Electromagnetic Compatibility (EMC):Compliance:
• IEC 601-1-2Unit was tested using this standard.
Functional Equivalence:Substantial Equivalence:
• Perform equivalently to ChillBuster™ (ThermoGear K991684)Stated as substantially equivalent.
• Perform equivalently to Life-Air 1000 (Progressive Dynamics Inc.)Stated as substantially equivalent.
Intended Use:Met:
• Reduce effects of hypothermia during surgical procedures or other medical crises.Indications for Use statement confirms this.
Device Characteristics:Description Provided:
• Blanket size, materials, thermal wire array, control module components, battery, AC adapter, carrying bag.Detailed component descriptions provided.

2. Sample size used for the test set and the data provenance (e.g. country of origin of the data, retrospective or prospective):

  • Not applicable / Not provided. This document does not detail a specific performance study with a test set of data points or patients. The testing referenced is related to compliance with electrical and safety standards for the device itself, not a clinical data set.

3. Number of experts used to establish the ground truth for the test set and the qualifications of those experts (e.g. radiologist with 10 years of experience):

  • Not applicable / Not provided.
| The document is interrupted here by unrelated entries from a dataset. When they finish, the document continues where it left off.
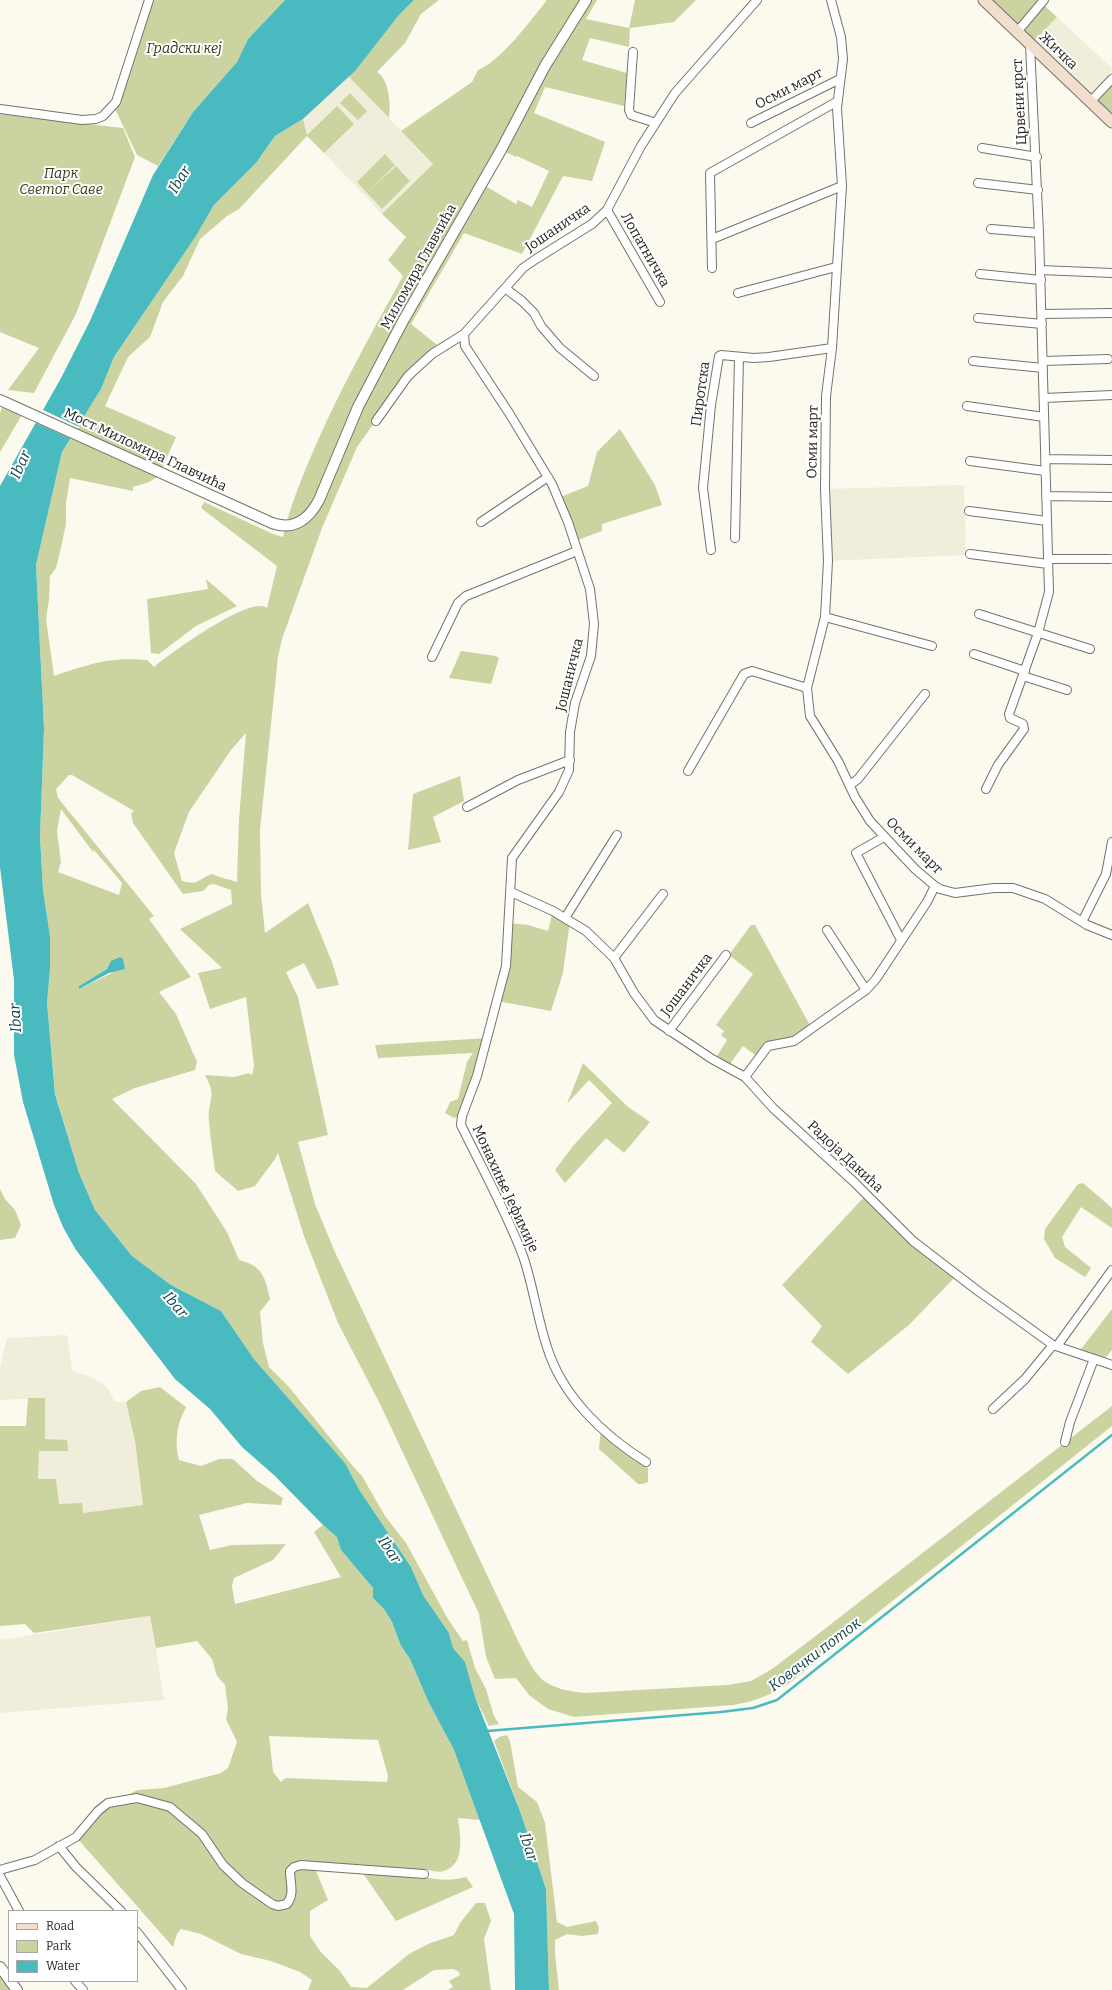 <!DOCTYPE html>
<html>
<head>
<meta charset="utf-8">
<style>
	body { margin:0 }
	#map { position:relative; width:1112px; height:1990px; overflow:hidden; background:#fcfaef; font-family:Bitter,serif }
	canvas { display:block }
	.legend { position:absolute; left:8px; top:1910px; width:130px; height:72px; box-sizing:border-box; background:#fff; border:1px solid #a9a8a7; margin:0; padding:5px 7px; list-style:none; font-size:12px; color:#272622 }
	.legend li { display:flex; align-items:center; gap:8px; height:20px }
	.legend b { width:20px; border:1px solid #a9a8a7 }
</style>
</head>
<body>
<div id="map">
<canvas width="1112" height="1990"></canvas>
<ul class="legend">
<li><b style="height:5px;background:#f1dece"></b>Road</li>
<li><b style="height:11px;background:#cbd4a1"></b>Park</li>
<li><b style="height:11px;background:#49bbc0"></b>Water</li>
</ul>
</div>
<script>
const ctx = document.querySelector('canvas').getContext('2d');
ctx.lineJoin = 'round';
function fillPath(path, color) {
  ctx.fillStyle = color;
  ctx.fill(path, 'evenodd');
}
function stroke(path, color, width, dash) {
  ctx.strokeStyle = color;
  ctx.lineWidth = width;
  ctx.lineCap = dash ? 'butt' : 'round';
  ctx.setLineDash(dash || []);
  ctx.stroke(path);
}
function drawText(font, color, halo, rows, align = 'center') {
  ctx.font = font + ' Bitter,serif';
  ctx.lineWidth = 4;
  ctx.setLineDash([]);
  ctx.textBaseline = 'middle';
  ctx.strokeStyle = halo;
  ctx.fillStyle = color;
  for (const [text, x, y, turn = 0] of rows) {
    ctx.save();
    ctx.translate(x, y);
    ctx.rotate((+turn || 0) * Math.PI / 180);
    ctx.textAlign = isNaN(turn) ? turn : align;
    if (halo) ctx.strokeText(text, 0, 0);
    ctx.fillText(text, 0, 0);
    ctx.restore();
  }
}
fillPath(new Path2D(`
	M1057 17 1112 68V79L1090 102 1030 45Z
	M349 77 433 164 382 214 307 135 305 128 303 119Z
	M964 485 966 555 828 561 825 489Z
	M67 1335 72 1370 93 1378 106 1386 115 1402H126L135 1441 143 1505 83 1513 59 1504 38 1479 39 1451H68L45 1440V1398L0 1400V1368L7 1338Z
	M151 1616 164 1700 0 1713V1640Z`), '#f1eddb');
fillPath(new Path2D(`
	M149 0H285L248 39 237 62 193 112 158 166 137 155 115 109Z
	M414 0H439L421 14 405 43 377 72C389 79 391 104 389 118L349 77 399 15Z
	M547 0H597L586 19 629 28 635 0H696L674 22 630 28 629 47 590 38 582 60 627 73 624 106 545 87 534 113 605 142 592 181 563 176 522 254 464 233 411 324 441 348 408 376 357 447 322 528 282 639 278 657 260 830 261 893 265 933 308 903 332 962 339 985 317 989 304 963 286 972 298 997 328 1135 298 1142 315 1204 334 1250 504 1611C513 1629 529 1669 544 1681 555 1689 572 1692 585 1693L728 1685 751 1681 772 1669 813 1638 1112 1406V1426L792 1681C774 1694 756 1701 734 1705L574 1717 548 1709 529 1695 516 1678 495 1679 486 1657 479 1614 379 1402 338 1323 304 1236 278 1153 275 1159 255 1186 238 1191 215 1171C213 1154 210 1138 209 1121 207 1100 218 1098 205 1075L234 1077 249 1073 252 1075 254 1066 246 997 210 1009 198 973 222 968 180 929 232 904 231 890 214 884 209 885 203 891 183 894 133 823 131 813 134 811 72 775H69L56 789 58 798 154 916 149 919 191 977 159 992 176 1014 197 1062 195 1070 135 1088 112 1099 196 1184 227 1232 239 1260C263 1266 265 1277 270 1299L260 1312 263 1343 269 1367 289 1387 351 1464 362 1476 385 1516 406 1543 448 1619 463 1641 467 1640 475 1668 486 1689 494 1716 499 1724 489 1726 475 1697 465 1662 453 1648 449 1633 423 1595 411 1567 360 1491 345 1463 254 1359 221 1311 171 1285 132 1256 95 1210 79 1173 55 1093 47 1003 50 969V936L43 890 40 836 44 729 36 565 62 452 101 389 114 357 196 236 214 205 256 163 275 136 303 119 307 135 337 106 354 124 324 153 307 136 239 209 227 216 200 239 183 276 163 302 150 337 128 357 105 406 176 437 159 476 149 482 133 487V491L70 478 66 503V524L60 552 56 568 50 576 49 600 46 619 54 676C90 664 109 657 147 660L154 667C168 655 251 594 267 608L277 566 201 508 204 502 273 534 283 537C288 513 297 491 306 468 333 402 368 339 403 276L388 260 406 237 382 214 433 164 401 131 472 82 478 70C501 61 531 20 547 0ZM501 150 516 157 517 156 549 171 532 207 518 200 516 204 482 184ZM246 733 239 819 237 882C229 879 220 878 212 874 197 879 200 886 182 881L174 853 189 812 231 750ZM61 809 93 852 94 850 122 883 119 895 58 872 61 862 57 831ZM120 957 112 973 79 989V986L107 969 111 962Z
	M984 0H1038L1057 17 1030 45Z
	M1112 79V122L1090 102Z
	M350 93 367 111 358 120 340 103Z
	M0 114 123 128 135 157 76 314 34 393 8 390 39 348 0 332Z
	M385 154 395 165 367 193 357 182Z
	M396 166 410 181 382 209 367 193Z
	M3 405 23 413 0 452V413Z
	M620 429 655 485 662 505 602 524V531L575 541 558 498 588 486 597 452Z
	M206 579 237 606 196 626 159 654 151 653 147 599 208 589Z
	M461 651 496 656 499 658 491 684 449 678Z
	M460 776 464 801 433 817 441 842 408 850 413 794Z
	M553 911 570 921 563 973 551 1011 497 1001 509 923 528 925 548 931Z
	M751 925H755L812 1029 794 1041 768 1046 755 1055 743 1046 730 1064 717 1056 727 1040 721 1035 724 1031 716 1025 753 974 729 955Z
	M487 1038 462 1116 454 1118 445 1113 450 1102 458 1099 467 1062 473 1053 378 1058 375 1045Z
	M583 1063 628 1107 650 1122 624 1153 606 1138 565 1183 555 1170 573 1146 612 1103 589 1080 567 1104Z
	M1083 1183 1112 1208V1228L1081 1207 1062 1237 1065 1247 1091 1268 1085 1277 1055 1258 1044 1239 1045 1229 1078 1184Z
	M0 1189 5 1199 15 1210 21 1225 15 1238 0 1240Z
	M866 1195 957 1275 909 1325 848 1374 811 1342 822 1326 782 1285Z
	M1112 1309V1350L1102 1362 1078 1353Z
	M160 1387 186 1407C177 1424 174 1441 179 1460L201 1466 219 1459H233L257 1481 283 1498 281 1505 247 1503 199 1515 210 1550 232 1545 286 1544 273 1560 234 1578 232 1586 235 1604 341 1577 314 1532 323 1525 338 1537 341 1550 373 1588V1598L384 1609 392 1622 401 1646 410 1659 428 1701 454 1750 480 1820 458 1818C460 1836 466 1864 444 1871 439 1873 430 1870 425 1870L424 1877C439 1880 451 1881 466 1877L473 1887 396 1921 360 1869 314 1866 328 1900 310 1911V1936L320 1951 340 1971 351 1987 367 1988 409 1954 428 1944 454 1935 460 1923 476 1903H485L491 1921 484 1939 491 1990H448L453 1987 449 1981 460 1975 458 1971 452 1969 434 1970 403 1990H308L312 1980 300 1972 271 1961 241 1954 201 1934 181 1929 177 1934 173 1947 76 1837 98 1811 131 1799V1793L138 1790 164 1788 221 1773 228 1768 237 1742 226 1719 228 1709 225 1685 217 1676 212 1659 197 1641 156 1648 150 1616 34 1633 25 1624 0 1626V1426H26L28 1398H45V1439L67 1440 68 1451H39L38 1479H56L59 1504 82 1503 83 1513 143 1505 135 1441 126 1402 141 1391ZM269 1736 378 1740 388 1776 387 1782 285 1778 281 1782 273 1772Z
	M601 1427 646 1462 648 1469V1482L643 1484H638L599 1449Z
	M507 1735 510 1741 518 1787 537 1802 545 1823 557 1922 567 1927 596 1921 599 1928 598 1934 582 1936 567 1934 555 1940V1953L559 1990H549L546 1889 520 1811 494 1741 499 1737Z
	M0 1974 10 1990H0Z`), '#cbd4a1');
fillPath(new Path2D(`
	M285 0H414L399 15 355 71 303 119 275 136 256 163 214 205 196 236 114 357 101 389 62 452 36 565 44 729 40 836 43 890 50 936V969L47 1003 55 1094 79 1173 95 1210 132 1256 171 1285 221 1311 254 1359 345 1463 360 1491 411 1567 423 1595 449 1633 453 1648 465 1662 475 1697 520 1811 546 1889 549 1990H515L514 1914 454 1750 428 1701 410 1659 401 1646 392 1622 384 1609 373 1598V1588L341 1550 337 1537 323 1525 275 1476 242 1447 210 1409 175 1379 76 1250 63 1227 54 1205 23 1102 14 1055V980L0 867V486L61 378 90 321 153 175 193 112 237 62 248 39Z
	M120 957 123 959 125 969 109 973 79 989V986L107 969 111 961Z`), '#49bbc0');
fillPath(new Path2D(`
	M41 409 79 427 72 439 34 422Z`), '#fcfaef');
stroke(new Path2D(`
	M487 1731 721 1712 753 1708 777 1700 1112 1435`), '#49bbc0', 2.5);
const minor = new Path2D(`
	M831 0 841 37 843 59 837 108 842 186 832 348 826 396 825 489 828 561 825 617 807 688 810 716 838 761 855 797 870 821 915 869 935 886 940 889 955 893 994 888H1013L1045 899 1087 925 1112 935
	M1017 32 1044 0
	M633 52 629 110 631 115 656 123
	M1090 102 1112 79
	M0 109 82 120 96 119 103 116 116 102 149 0
	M751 123 840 79
	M982 148 1037 157
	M978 183 1038 190
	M607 210 660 302
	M991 229 1039 233
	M712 239 842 186
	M712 268 710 173 838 101
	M1041 270 1112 273
	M980 274 1041 280
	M505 288 522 301 534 313 541 326 560 348 594 376
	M738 293 836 267
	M1042 314 1112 313
	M978 318 1042 324
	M973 361 1043 368
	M1043 361 1108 359
	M1044 398 1112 395
	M967 406 1044 417
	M376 421 408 376 432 354 464 334
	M1045 459 1112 460
	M970 461 1045 471
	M1046 496 1112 497
	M969 511 1047 521
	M481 522 548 477
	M735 538 739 357
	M711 550 703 488 711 405 719 356 721 355 754 358 769 357 832 348
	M970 554 1048 564
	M1048 559H1110
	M979 614 1090 649
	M825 617 932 646
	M974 654 1025 671
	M432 657 458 603 466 596 577 551
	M1023 676 1067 690
	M688 771 744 674 752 671 807 688
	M850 785 858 779 925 694
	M986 789 998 765 1024 729 1023 724 1010 718 1009 714 1038 633 1049 592 1039 233 1030 45
	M467 807 518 780 570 760
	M884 837 856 853 901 940
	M511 892 553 911 586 931 614 958 634 993 654 1020 712 1059 745 1077 773 1108 854 1182 913 1241 978 1291 1053 1345 1112 1365
	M565 918 617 835
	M1082 922 1106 874 1112 842
	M827 930 866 990
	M614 958 663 894
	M669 1031 726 955
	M745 1077 768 1046 794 1041 866 990 876 979 927 902 935 886
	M1057 1346 1112 1270
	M993 1409 1025 1379 1053 1345
	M1065 1442 1070 1422 1094 1359
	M646 1462C603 1435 562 1396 547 1347 537 1317 533 1285 523 1256 506 1211 482 1168 461 1125L462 1116 477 1076 506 966 512 858 559 792 569 770 570 732 575 703 591 656 594 624 590 589 568 522 552 484 509 413 465 346 464 334 523 268 536 259 592 224 607 210 641 146 675 93 757 0
	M59 1846 76 1867 121 1911
	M0 1870 35 1860 76 1837 98 1811 108 1803 137 1798 170 1807 202 1834 223 1865 242 1883 272 1904 278 1906 287 1904C295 1893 290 1884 290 1871L294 1867 301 1865 424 1874
	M0 1876 19 1911
	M137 1932 182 1990
	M75 1981 83 1990`);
const tertiary = new Path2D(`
	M0 400 272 523C294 531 309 519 319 500L358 407 403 321 501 150 545 66 586 0
	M0 1967 9 1979
	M10 1981 17 1990`);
const secondary = new Path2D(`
	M984 0 1112 122`);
stroke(minor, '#757369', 10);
stroke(tertiary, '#757369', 12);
stroke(secondary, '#757369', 13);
stroke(minor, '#fff', 8);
stroke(tertiary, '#fff', 10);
stroke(secondary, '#f1dece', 11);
drawText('italic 14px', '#333816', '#fff', [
	["Градски кеј",184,49],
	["Парк",61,174],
	["Светог Саве",61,190]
]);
drawText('14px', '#272622', '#fff', [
	["Жичка",1058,51,44],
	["Осми март",789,89,-27],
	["Црвени крст",1020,102,-93],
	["Јошаничка",558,228,-34],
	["Лопатничка",645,250,60],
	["Миломира Главчића",419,267,-61],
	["Пиротска",701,394,-82],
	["Осми март",813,442,-89],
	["Мост Миломира Главчића",145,450,25],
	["Јошаничка",570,675,-76],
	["Осми март",914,846,45],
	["Јошаничка",687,985,-53],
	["Радоја Дакића",845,1157,43],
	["Монахиње Јефимије",505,1189,65]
]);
drawText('italic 15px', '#124547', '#fff', [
	["Ibar",180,180,-58],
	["Ibar",21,465,-66],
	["Ibar",16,1018,-93],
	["Ibar",175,1305,49],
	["Ibar",389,1550,56],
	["Ковачки поток",815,1655,-37],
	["Ibar",528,1847,72]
]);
</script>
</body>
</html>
No ground truth establishment for a test set is discussed in this 510(k) summary.

4. Adjudication method (e.g. 2+1, 3+1, none) for the test set:

  • Not applicable / Not provided. No test set or related adjudication method is mentioned.

5. If a multi reader multi case (MRMC) comparative effectiveness study was done, If so, what was the effect size of how much human readers improve with AI vs without AI assistance:

  • Not applicable. This device is a portable electric blanket, not an AI-assisted diagnostic tool.

6. If a standalone (i.e. algorithm only without human-in-the-loop performance) was done:

  • Not applicable. This device is a physical medical device, not an algorithm.

7. The type of ground truth used (expert concensus, pathology, outcomes data, etc):

  • Not applicable / Not provided. No ground truth for a performance study is mentioned. The "ground truth" for this submission is implicitly the established safety and performance benchmarks of the predicate devices and the requirements of the cited industry standards.

8. The sample size for the training set:

  • Not applicable / Not provided. This is not an AI/algorithm device, so there is no training set in the typical sense.

9. How the ground truth for the training set was established:

  • Not applicable / Not provided. (See #8).

§ 870.5900 Thermal regulating system.

(a)
Identification. A thermal regulating system is an external system consisting of a device that is placed in contact with the patient and a temperature controller for the device. The system is used to regulate patient temperature.(b)
Classification. Class II (performance standards).